Collins and George Clinton at the Ritz in New York City, September 1992. Credit: David Corio/Redferns.

On the new album, you cover “If You Want Me to Stay,” from Sly and the Family Stone’s 1973 album Fresh — a record Stone made as he was falling off the edge of his gifts.

That’s a thing that has been rooted in rock and roll — I don’t see it going away anytime soon. But it’s a thing we can grow from. That’s the lesson. You asked about those P-Funk sessions. I don’t know how I’m sitting here, talking to you about it now, because it was so crazy. But if I could go back and change anything, I wouldn’t touch it. Because no matter how bad it got, I met and vibed with so many different people — and we had a chemistry that was out of this world.

How did you get Larry Graham to play on that song with you? He wasn’t on the original. By then he’d quit the escalating madness around Stone.

It came up because of this thing I did with Bill Laswell [in 1985]. We recorded a Sly song, “Family Affair,” with Iggy Pop. It took years for him to put it out. [Pop released it as a single last April.] But it started me thinking about “If You Want Me to Stay.” Once I had the arrangement down, I thought it would be great to get Larry. We’ve been friends since I got with Funkadelic. I’d go to this house in Oakland where Larry stayed with his grandmother. We’ve had this friendship but had never recorded together.

I knew the background of his relationship with Sly; I knew it wasn’t great. So I didn’t know if he would do this track. He said, “Let me hear it,” and he loved it. Then once he played on it, I thought, “I wonder if he would sing on it.” I went too far there [laughs]. But I had to ask.

You’ve retired from the road. And even if you changed your mind, the pandemic has put touring on the shelf. How hard was it to make a record about the power of funk — the community in the music — knowing you couldn’t take it to the people in performance?

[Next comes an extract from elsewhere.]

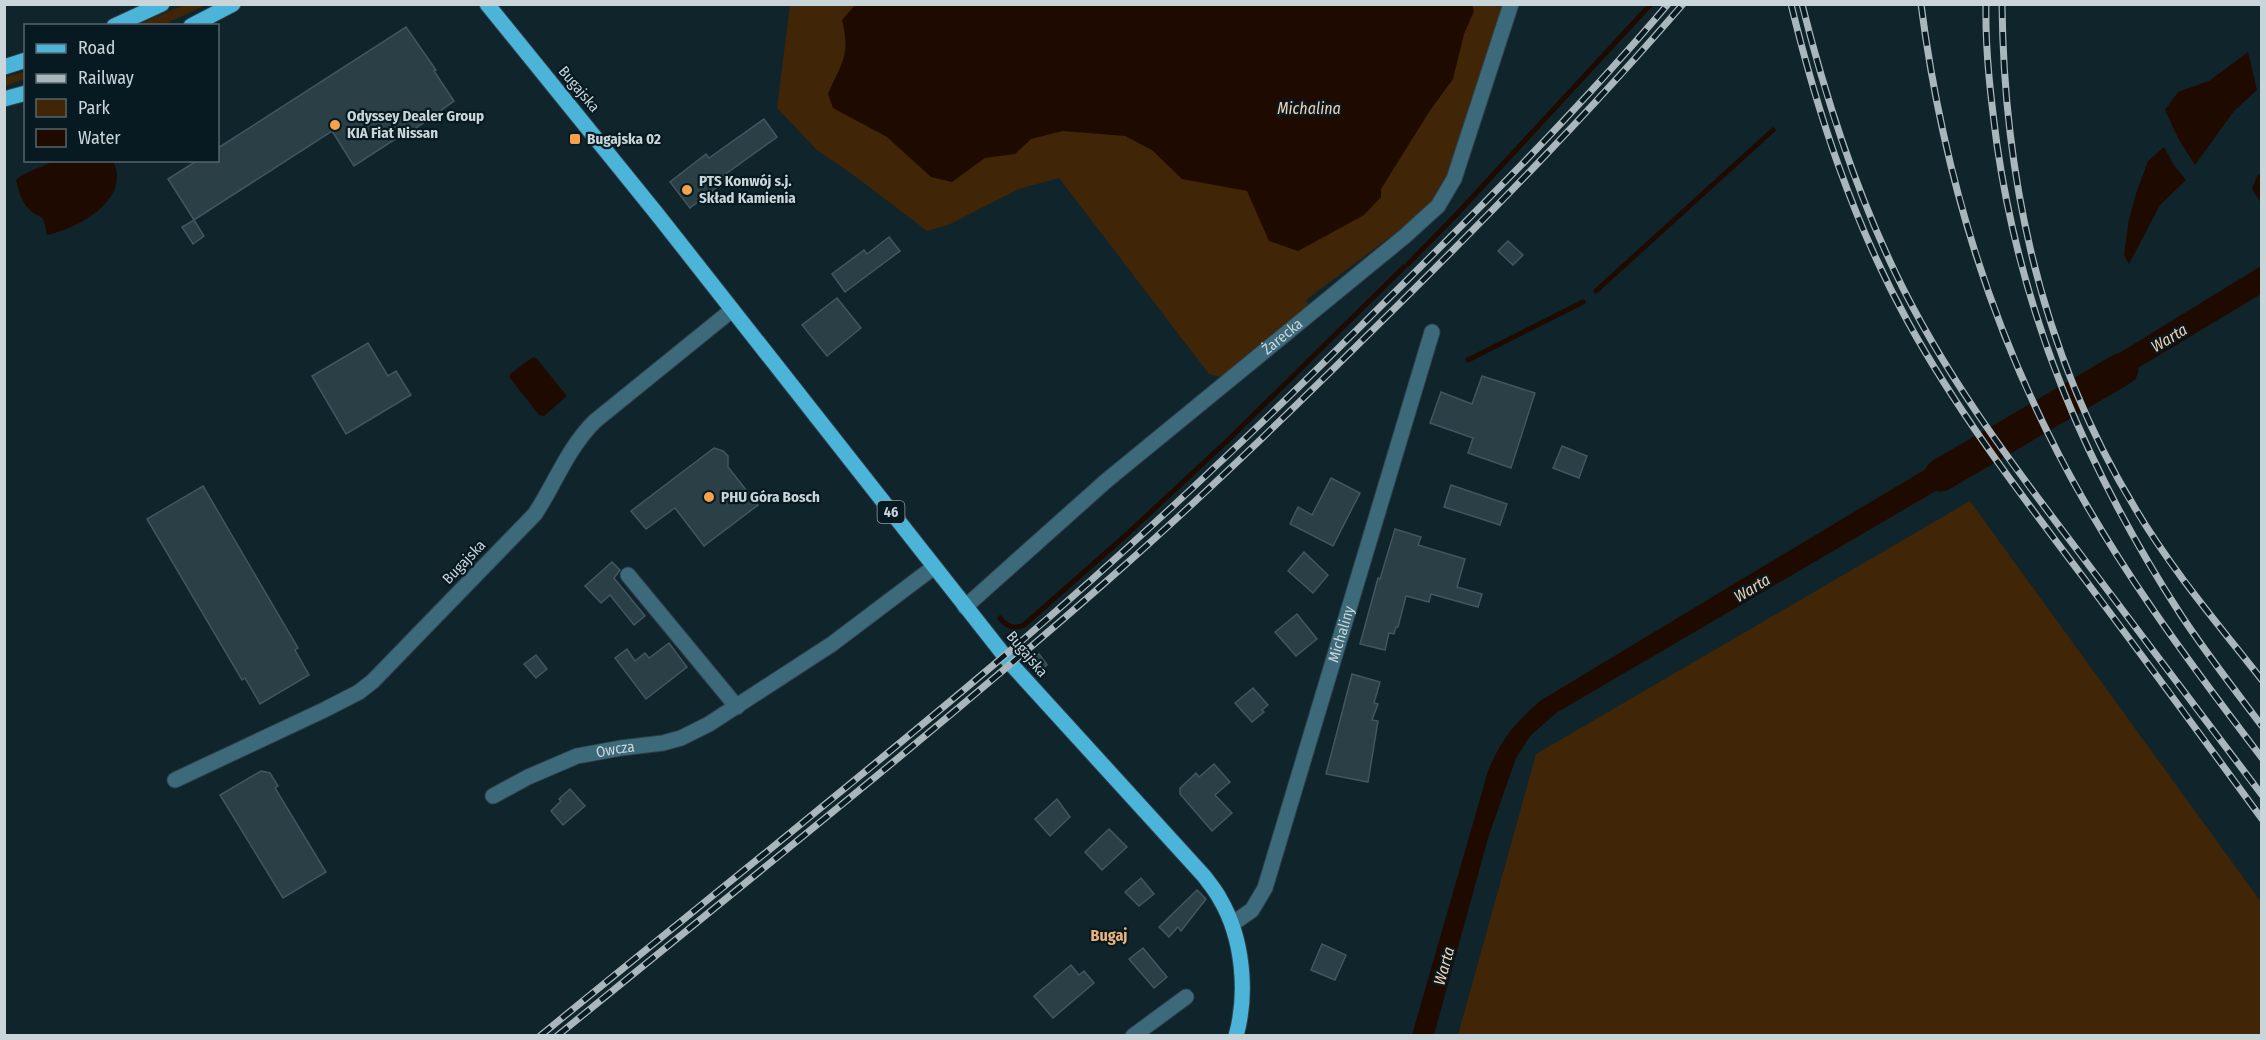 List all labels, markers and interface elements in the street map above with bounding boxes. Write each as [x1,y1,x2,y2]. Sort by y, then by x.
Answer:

I just do what the music says. I never think about the consequence: “If you aren’t dancin’, if you’re not funkin’ with the people, what is it going to sound like?” I never go there — just do your best funkin’. It’s a privilege to be in touch with this universe of musicians that have the healing touch and to be able to funk with them.

The world is shut down for now. But I’m doing music for the future, bringing people together musically because that’s the universal language. The Power of the One brings you to the One.